I can sample uniformly at random from {1,2,…,m} for m up to nk using a different oracle. Hence if I can efficiently convert from positive integers to sequences, then that is a good solution.

  • 0
    I'm now fine with a solution that describes a solution for strictly increasing (or decreasing) sequences, as I can convert between non-decreasing and increasing easily.2011-03-21

2 Answers 2

3

Each increasing sequence

$1 \le a_1 < a_2 < \ldots < a_k \le n+k-1$

corresponds to a non-decreasing sequence

$1 \le a_1 \le a_2-1 \le a_3-2 \le \ldots a_k - (k-1) \le n$

and this correspondence is reversible -- in other words, it's a bijection between increasing sequences of length $k$ in $\{1 ,2, \ldots, n+k-1\}$ and nondecreasing sequences of length $k$ in $\{1, 2, \ldots n \}.$

So if you can generate increasing sequences, you're done.

A well-known way to generate increasing sequences or random subsets $S$ of $[n] = \{ 1, 2, \ldots, n \}$ of size $k$ is based on the observation that $n \in S$ with probability $k/n$ (by symmetry, or by explicit enumeration).
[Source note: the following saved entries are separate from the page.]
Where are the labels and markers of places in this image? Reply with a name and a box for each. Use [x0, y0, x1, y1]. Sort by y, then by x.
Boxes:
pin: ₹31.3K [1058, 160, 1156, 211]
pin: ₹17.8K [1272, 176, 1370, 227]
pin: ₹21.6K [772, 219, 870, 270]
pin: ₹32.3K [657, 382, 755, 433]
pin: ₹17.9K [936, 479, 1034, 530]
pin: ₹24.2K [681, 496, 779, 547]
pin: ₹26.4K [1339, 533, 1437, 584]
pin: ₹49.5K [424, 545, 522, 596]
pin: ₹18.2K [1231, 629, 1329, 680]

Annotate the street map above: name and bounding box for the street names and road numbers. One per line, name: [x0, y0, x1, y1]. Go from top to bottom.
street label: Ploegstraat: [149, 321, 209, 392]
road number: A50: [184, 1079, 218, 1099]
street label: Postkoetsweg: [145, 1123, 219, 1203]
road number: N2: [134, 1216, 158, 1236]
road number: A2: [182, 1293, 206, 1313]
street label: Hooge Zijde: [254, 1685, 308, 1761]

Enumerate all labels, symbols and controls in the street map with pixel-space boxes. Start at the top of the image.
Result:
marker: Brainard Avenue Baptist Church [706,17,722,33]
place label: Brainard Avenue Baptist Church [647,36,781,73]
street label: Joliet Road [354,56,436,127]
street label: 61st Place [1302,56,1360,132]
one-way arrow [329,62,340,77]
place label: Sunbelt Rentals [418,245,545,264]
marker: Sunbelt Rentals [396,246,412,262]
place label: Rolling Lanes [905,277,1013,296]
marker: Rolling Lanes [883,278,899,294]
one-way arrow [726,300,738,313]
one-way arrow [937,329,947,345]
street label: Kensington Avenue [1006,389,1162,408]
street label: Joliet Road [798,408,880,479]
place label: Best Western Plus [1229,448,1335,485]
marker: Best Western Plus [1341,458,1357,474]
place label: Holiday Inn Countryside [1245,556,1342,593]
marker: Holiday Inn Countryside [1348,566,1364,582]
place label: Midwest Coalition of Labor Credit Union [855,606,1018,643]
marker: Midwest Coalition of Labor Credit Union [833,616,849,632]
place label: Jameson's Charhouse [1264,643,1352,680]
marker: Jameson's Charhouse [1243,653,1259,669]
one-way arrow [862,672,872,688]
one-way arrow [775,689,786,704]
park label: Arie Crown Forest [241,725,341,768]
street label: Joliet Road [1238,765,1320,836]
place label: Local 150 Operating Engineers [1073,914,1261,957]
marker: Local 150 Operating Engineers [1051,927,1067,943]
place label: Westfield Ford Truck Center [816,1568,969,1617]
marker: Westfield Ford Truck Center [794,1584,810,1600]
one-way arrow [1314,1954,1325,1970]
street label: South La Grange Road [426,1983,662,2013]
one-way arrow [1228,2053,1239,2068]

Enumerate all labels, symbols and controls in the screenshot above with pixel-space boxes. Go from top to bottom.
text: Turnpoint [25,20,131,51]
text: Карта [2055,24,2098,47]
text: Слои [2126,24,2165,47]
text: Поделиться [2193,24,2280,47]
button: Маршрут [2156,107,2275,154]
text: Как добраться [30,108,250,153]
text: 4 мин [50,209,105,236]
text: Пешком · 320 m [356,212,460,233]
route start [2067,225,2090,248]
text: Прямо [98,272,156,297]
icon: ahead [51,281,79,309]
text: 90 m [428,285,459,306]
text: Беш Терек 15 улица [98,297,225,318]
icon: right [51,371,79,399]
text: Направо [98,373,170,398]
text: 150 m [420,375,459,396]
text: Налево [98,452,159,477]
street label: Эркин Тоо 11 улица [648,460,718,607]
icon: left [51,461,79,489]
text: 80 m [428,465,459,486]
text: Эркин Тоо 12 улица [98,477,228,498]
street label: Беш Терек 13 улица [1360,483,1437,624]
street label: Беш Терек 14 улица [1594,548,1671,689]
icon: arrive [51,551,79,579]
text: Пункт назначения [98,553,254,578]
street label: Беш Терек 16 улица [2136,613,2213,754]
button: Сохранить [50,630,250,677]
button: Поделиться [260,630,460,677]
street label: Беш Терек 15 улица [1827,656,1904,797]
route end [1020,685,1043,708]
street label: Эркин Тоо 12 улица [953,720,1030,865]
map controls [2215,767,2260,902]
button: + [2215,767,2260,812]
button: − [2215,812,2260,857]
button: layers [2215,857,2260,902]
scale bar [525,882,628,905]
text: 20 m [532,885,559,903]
So determine whether $n \in S$ according to this rule, and then generate a subset of $[n-1]$ of size $k$ or $k-1$ according to whether $n \not \in S$ or $n \in S$.

(I apologize for the fact that this doesn't explicitly use your oracle. I hope this is still helpful.)

  • 0
    To be honest, this is probably in Knuth.2011-03-21
3

Using your oracle, you find an integer $X$ uniformly distributed from $1$ to ${n+k-1 \choose k}$. You then find $Y$ such that ${Y+k-2 \choose k} < X \le {Y+k-1 \choose k}$. $Y$ is then the largest term in your desired sequence, and you are left trying to find a non-decreasing sequence with $k-1$ terms were the largest term is no more than $Y$.

So you do it again, and again, ... but you can avoid taking any new random numbers and instead use the difference between the random number you have and the binomial number you compared it with.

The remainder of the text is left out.